BLACK BLOCS PATROCINADOS – PARTE II

Em meu artigo anterior Black Blocs Patrocinados , disse que os Black
Blocs eram patrocinados para tirar o foco das aberrações provocadas pelo
governo da Presidente Dilma. Em recentes reportagens, os jornais divulgaram
fortes indícios de estar certo. Sempre defendi a liberdade de expressão. Não
existe democracia sem pluralismo de idéias, debate livre e discussão aberta.
Mas também não prospera a liberdade no terreno árido da violência e do
vandalismo. Mas se a censura desfigura o rosto da democracia, a violência é
a ditadura das minorias para encurralar a sociedade. O vandalismo dos
mascarados, não obstante seu discurso pretensamente libertário e
confrontador do sistema vigente, é tudo menos democrático. Os mascarados não
representam os brasileiros indignados que ocuparam praças e avenidas em
junho de 2013. É água e vinho. No Rio e em São Paulo grupos de encapuzados
queimaram a Bandeira do Brasil, semearam pânico e destruíram patrimônio
público e privado. Eles não têm a cara do nosso país e da nossa gente. Ao
contrário. Com seu radicalismo antissocial alimentam os delinquentes da
política e fortalecem os ímpetos repressivos. Alguns rábulas de Brasília
vibram com a desqualificação das passeatas. E o coro em defesa da repressão
aos baderneiros aumenta a cada nova arruaça. Em 1964, sob o pretexto de
preservar a democracia ameaçada por um presidente da República manipulado
pelo radicalismo das esquerdas, os militares tomaram o poder. E o que se
anunciava como intervenção transitória, com ânimo de devolver o poder aos
civis, se transformou no pesadelo da ditadura. A imprensa foi amordaçada.

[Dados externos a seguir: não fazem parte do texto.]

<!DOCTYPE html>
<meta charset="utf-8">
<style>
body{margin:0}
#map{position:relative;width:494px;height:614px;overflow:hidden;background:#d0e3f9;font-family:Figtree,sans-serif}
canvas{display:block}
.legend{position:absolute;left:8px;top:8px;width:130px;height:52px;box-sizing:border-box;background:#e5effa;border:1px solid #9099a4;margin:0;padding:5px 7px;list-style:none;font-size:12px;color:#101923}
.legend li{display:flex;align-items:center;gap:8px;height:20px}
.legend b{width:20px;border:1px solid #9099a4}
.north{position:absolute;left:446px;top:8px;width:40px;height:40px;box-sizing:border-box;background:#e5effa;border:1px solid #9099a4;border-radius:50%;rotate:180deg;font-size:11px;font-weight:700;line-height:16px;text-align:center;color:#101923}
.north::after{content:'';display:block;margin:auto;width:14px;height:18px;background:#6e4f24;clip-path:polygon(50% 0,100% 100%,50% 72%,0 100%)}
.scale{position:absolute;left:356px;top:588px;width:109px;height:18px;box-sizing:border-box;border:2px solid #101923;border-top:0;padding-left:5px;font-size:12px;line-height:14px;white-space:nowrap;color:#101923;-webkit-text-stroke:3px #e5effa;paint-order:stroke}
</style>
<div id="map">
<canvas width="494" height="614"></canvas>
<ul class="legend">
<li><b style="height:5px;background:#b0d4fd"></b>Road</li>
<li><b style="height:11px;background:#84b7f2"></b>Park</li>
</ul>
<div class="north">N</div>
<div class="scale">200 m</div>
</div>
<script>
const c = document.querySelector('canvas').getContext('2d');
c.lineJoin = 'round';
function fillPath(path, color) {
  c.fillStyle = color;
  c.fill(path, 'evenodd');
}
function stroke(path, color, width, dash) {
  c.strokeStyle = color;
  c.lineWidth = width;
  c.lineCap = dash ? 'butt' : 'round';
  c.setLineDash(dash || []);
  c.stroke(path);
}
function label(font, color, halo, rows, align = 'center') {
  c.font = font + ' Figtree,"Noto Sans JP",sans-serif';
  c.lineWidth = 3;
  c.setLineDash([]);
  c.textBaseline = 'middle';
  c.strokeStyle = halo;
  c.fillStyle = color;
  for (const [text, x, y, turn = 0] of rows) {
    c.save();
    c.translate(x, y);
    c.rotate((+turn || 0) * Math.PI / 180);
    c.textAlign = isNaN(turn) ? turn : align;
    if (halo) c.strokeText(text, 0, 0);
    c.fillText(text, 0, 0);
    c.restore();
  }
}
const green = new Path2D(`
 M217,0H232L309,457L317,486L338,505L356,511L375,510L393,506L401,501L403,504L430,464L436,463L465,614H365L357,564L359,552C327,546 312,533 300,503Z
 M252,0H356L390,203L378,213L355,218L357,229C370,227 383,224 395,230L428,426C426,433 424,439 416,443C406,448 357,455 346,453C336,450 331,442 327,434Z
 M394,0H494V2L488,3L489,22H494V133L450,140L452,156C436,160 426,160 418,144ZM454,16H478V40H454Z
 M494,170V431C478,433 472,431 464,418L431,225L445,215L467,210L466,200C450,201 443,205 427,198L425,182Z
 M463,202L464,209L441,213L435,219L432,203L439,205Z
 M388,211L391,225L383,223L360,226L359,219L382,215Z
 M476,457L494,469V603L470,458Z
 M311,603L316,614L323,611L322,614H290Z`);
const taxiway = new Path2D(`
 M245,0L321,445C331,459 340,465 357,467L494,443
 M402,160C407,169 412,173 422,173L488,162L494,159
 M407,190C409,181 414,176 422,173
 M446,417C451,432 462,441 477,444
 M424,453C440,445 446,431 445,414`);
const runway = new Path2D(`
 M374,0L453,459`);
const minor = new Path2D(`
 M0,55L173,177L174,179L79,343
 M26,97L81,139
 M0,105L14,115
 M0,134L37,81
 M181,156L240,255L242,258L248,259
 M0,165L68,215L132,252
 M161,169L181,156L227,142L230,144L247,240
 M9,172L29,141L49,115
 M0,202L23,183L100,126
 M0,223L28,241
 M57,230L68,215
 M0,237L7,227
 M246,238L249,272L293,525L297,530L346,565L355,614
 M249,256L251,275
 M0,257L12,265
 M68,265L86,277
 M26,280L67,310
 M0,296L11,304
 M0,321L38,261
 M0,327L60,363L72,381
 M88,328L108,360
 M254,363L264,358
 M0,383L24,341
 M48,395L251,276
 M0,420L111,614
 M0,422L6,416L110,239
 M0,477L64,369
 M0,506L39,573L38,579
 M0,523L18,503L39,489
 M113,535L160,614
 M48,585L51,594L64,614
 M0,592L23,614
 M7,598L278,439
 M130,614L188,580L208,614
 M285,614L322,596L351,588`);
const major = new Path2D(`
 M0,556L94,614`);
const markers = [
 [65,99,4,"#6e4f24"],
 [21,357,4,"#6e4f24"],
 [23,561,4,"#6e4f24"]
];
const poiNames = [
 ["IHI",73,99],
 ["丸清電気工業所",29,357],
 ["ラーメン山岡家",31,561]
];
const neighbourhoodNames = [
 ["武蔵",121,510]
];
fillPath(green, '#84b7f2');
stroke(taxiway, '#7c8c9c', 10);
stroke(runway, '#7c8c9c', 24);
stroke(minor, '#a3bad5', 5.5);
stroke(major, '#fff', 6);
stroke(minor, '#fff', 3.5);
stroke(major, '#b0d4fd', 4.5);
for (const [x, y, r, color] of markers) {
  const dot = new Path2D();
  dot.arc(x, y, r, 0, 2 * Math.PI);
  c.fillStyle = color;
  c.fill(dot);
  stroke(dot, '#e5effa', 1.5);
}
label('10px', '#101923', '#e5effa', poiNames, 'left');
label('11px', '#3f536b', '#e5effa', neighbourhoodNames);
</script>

Lideranças foram suprimidas. Muitas injustiças foram cometidas em nome da
democracia. O que se viu no transe da ditadura foi o germinar de duas
tendências opostas: liberdade X autoritarismo. Os democratas partiram para a
luta contra a ditadura, mas sempre apontando para o horizonte de um regime
aberto. Outros partiram para a clandestinidade. Passaram-se muitos anos. A
hipótese de que caminhamos para um projeto antidemocrático não se apóia
apenas na intuição e na experiência da História. Ela está gritando na força
inequívoca dos fatos. Censura e violência são a marca registrada do
autoritarismo. Sempre! É preocupante o horizonte da democracia brasileira.
Um país com imprensa fustigada, oposição esfacelada e acovardada, percepção
crescente de impunidade é tudo menos uma democracia. Cabe-nos resistir, como
no passado, com as armas do profissionalismo, da ética inegociável e da
defesa da liberdade. A democracia pode cambalear, mas sempre prevalece.